Risky Business Again – Merced Irrigation District Selling Water Out of District in Critically Dry Year

Upper Merced River: Water Flowing to Merced ID to Be Sold?

By Cindy Charles

In March, Merced Irrigation District (Merced ID) filed a petition with the CA State Water Board (Board) for a temporary change to transfer up to 45,000 acre-feet of water to out-of-district water agencies[1].  Merced ID plans to sell its water even though the San Joaquin Index shows us in a Critically Dry Year for 2020.  CSPA filed protest comments with the Board against approval of the sale.  CSPA argues that this water sale will not best serve the public interest, is contrary to law and will have adverse environmental impacts. Merced Irrigation District seeks to sell water in the Critically Dry 2020 water year to make up for budget shortfalls.  As revenues from the sales of electricity continue to fall, revenues from irrigation water sales are inadequate to cover costs, including an ever-increasing pension liability.

The Board of Directors of the Merced Irrigation District was well aware of the likelihood of very low inflows to its reservoirs, as documented in Board Meeting Minutes from several meetings in early 2020.   In addition, Merced ID’s approved fiscal 2021 budget states that Lake McClure is anticipated to be at minimum pool level at the conclusion of the 2020 irrigation season.

By petitioning for a water transfer to out-of-district buyers, Merced ID is gambling that next year’s precipitation will backfill storage in Lake McClure.
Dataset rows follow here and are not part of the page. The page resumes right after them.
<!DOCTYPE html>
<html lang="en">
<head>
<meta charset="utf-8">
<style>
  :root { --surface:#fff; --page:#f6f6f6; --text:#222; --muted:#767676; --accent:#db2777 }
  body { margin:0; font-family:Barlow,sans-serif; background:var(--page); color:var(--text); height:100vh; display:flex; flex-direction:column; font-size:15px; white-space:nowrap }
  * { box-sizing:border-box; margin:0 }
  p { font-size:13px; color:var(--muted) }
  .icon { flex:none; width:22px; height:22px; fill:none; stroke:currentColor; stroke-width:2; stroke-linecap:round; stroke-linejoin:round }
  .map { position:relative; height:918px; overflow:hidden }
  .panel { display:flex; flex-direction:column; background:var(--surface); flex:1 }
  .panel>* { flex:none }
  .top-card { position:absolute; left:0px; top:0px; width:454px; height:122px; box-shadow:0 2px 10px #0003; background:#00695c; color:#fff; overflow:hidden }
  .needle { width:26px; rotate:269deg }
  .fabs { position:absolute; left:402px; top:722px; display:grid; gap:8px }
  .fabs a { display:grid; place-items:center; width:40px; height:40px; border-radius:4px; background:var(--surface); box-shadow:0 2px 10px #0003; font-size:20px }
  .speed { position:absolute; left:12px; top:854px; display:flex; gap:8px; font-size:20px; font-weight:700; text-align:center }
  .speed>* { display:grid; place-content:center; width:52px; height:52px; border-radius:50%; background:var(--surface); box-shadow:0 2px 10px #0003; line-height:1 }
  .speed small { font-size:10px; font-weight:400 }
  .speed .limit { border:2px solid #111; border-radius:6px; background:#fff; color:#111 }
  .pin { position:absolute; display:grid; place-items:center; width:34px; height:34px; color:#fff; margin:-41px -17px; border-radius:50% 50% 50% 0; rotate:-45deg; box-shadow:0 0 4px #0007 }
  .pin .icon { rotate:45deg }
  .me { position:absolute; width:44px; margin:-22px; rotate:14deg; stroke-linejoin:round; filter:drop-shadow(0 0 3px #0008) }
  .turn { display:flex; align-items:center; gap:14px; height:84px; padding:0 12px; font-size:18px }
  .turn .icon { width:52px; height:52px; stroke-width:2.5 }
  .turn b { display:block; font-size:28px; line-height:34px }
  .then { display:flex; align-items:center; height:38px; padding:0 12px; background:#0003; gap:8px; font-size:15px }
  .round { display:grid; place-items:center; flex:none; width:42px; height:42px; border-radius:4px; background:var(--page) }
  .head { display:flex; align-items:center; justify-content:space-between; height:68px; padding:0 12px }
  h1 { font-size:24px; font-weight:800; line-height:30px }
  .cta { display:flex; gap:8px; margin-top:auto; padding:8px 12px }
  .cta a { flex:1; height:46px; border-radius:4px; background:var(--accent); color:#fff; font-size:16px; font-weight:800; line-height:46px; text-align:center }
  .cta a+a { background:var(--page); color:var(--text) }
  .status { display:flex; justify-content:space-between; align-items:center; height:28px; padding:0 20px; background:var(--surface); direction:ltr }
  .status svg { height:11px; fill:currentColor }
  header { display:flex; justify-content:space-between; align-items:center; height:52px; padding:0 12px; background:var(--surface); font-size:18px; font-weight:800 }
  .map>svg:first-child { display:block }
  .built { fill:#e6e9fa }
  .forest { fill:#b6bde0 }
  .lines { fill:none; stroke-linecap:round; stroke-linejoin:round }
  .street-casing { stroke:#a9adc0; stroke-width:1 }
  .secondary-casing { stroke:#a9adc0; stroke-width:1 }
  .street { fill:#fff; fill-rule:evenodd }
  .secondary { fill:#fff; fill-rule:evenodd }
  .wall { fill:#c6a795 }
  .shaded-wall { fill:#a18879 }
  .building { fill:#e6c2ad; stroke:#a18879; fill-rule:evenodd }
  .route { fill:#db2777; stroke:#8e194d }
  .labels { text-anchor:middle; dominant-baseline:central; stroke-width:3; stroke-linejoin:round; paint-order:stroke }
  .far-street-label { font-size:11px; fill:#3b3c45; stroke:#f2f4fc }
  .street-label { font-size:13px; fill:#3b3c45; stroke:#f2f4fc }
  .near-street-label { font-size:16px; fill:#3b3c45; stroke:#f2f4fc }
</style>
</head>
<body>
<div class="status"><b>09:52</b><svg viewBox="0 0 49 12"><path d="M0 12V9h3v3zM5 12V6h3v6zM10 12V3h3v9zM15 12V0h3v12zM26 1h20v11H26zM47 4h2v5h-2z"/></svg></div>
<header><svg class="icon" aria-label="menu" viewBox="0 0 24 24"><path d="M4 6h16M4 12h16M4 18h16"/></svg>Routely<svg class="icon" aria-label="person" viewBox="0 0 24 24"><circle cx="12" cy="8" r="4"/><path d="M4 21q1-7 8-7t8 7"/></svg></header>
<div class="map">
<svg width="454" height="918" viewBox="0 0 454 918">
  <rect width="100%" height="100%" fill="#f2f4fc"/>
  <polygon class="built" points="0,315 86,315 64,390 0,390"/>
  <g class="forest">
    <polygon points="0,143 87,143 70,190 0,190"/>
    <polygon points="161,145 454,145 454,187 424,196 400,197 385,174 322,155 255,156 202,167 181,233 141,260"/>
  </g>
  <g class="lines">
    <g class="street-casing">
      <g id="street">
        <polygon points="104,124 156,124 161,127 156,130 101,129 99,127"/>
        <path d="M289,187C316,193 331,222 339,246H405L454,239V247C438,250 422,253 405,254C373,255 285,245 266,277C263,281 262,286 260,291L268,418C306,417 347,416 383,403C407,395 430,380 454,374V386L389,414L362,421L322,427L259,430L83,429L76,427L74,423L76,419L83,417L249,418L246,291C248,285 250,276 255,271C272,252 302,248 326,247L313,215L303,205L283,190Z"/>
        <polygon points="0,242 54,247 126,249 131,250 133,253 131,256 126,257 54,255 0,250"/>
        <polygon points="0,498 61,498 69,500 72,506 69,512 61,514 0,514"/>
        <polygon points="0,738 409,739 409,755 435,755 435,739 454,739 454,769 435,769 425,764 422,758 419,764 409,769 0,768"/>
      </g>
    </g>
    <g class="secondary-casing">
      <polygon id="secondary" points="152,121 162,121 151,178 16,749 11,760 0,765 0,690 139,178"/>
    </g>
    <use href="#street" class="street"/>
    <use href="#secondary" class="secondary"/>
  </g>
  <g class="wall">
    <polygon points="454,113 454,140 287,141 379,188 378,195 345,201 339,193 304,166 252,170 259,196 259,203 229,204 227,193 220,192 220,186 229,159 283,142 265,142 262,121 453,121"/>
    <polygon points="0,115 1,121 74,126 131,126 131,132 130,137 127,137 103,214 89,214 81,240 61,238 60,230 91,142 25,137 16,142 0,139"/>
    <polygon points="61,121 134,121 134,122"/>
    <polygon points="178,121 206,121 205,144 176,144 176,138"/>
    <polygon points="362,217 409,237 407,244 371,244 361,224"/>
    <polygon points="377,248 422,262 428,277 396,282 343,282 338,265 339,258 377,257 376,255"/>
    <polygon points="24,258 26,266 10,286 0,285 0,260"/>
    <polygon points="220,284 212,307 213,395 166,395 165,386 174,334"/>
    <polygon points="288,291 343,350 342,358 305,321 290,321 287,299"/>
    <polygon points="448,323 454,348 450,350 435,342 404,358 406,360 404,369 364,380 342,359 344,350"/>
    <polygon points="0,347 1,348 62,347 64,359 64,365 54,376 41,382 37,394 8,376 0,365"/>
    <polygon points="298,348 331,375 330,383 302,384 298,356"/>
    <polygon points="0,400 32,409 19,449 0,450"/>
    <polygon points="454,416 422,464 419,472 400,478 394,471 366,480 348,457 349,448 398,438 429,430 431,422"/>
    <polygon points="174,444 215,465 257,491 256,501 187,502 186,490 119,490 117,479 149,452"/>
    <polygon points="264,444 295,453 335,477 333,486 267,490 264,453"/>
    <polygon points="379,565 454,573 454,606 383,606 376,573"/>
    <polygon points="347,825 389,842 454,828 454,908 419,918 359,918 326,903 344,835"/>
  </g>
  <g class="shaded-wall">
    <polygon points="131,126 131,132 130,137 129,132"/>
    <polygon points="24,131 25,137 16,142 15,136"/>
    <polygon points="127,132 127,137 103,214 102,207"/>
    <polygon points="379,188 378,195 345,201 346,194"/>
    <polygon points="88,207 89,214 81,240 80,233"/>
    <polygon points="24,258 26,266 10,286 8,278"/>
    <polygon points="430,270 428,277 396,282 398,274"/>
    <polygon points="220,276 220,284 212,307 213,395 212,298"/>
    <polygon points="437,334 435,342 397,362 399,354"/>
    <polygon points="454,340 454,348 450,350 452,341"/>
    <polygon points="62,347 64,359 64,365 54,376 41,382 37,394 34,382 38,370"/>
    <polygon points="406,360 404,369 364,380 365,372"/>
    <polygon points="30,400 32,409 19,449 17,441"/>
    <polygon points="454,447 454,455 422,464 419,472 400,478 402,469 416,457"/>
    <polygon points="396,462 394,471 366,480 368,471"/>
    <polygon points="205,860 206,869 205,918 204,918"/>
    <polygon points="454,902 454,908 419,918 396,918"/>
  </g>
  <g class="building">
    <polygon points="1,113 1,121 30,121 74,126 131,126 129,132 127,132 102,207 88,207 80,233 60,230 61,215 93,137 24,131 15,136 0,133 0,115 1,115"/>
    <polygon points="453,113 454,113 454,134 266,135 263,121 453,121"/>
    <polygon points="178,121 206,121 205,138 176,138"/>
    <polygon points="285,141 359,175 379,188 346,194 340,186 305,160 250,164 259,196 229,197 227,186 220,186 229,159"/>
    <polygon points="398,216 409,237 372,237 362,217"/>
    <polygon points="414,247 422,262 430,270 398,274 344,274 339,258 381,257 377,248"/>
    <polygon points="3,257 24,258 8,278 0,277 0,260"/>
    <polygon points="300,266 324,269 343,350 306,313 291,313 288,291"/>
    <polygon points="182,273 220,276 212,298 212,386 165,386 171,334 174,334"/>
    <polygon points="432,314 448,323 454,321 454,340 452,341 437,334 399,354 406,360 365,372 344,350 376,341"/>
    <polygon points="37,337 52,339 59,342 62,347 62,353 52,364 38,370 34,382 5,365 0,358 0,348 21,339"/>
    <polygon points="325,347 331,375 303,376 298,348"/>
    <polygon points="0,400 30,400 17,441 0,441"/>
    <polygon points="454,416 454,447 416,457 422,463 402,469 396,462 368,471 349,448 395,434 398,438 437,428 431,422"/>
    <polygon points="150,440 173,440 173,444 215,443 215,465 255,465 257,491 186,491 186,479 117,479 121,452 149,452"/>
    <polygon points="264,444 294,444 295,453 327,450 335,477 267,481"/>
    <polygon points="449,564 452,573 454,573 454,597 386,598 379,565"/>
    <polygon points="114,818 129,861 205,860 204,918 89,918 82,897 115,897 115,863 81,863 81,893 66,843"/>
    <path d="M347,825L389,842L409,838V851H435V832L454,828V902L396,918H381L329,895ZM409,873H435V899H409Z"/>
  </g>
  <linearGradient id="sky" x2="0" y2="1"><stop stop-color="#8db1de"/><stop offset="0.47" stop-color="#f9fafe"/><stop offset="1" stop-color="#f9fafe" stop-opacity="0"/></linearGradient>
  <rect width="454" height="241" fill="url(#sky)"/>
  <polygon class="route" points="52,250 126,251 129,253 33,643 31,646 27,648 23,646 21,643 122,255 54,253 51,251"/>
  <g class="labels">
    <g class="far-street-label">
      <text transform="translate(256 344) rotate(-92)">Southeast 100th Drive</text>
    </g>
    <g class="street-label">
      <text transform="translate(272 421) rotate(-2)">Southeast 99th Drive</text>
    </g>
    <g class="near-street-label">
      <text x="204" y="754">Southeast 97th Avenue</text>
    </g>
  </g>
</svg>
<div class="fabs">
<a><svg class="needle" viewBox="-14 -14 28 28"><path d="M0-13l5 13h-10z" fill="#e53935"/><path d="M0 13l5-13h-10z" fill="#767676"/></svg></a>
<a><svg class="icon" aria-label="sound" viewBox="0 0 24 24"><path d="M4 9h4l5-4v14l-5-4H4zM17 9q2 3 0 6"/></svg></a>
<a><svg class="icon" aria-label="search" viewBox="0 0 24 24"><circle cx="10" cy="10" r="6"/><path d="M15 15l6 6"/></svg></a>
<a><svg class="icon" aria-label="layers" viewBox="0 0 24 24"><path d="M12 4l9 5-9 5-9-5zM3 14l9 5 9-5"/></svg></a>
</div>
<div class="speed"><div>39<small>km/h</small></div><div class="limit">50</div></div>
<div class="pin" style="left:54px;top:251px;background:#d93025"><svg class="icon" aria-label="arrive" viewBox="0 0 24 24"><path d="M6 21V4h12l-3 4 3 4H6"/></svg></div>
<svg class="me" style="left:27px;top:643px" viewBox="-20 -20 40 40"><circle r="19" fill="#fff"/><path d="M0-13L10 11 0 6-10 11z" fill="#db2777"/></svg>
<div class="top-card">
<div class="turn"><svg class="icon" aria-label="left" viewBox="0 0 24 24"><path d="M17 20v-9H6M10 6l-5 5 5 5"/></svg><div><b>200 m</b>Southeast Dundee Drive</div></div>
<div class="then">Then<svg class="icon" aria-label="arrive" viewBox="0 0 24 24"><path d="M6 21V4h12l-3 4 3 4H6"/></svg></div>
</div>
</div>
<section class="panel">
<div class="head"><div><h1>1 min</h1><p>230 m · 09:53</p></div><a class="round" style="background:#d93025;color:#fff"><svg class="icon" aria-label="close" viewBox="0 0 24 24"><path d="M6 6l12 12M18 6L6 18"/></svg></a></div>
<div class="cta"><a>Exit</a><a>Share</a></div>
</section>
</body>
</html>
The proposed transfer will deplete carryover storage to the greatest allowed degree.  We already have seen what happens to Merced ID in this circumstance.

In 2012-2014, Merced gambled that precipitation in a following year would backstop depletion of its stored water.  Following decisions on how much water to deplete from storage in 2012 and 2013, Merced ID was left with almost no water to deliver in 2014; Merced ID applied for a variance to its instream flow requirements and carryover storage minimum in Lake McClure, and had to rescue the remaining O. mykiss (rainbow trout/steelhead) in the lower Merced River as water temperatures reached lethal conditions there.

In addition to its water storage challenges, Merced Irrigation District overlies a critically over drafted groundwater basin.  In a 2017 letter to the State Water Board opposing the update of the Bay-Delta Water Quality Control Plan, Merced ID argued that increasing flows in the lower Merced River would worsen the conditions of the groundwater basin.  The proposed transfer will take water out of a critically over drafted groundwater basin in a Critically Dry year—another risky decision.

If water year 2021 is a Dry or Critically year, Merced ID will likely not have sufficient water to meet its instream flow needs or to maintain water temperatures in Lake McClure sufficient to keep fish in the lower Merced River in good condition downstream of Crocker-Huffman Dam. We’ll likely see another emergency fish rescue then.

Merced ID has got to stop relying on out of district water sales to balance its finances.  The reliance on regulatory variances and waivers during dry year sequences as an accepted business practice is contrary to the public interest and is detrimental to the environment.

For the full comment letter click here http://calsport.org/news/wp-content/uploads/CSPA-Protest-Merced-ID-Transfer-Final-043020.pdf

[1] MID proposes to transfer the water from July 2020 through September 2020 to the following agencies: Santa Clara Valley Water District, Belridge Water Storage District, Berrenda Mesa Water District, Dudley Ridge Water District, Lost Hills Water District, and Wheeler Ridge-Maricopa Water Storage District.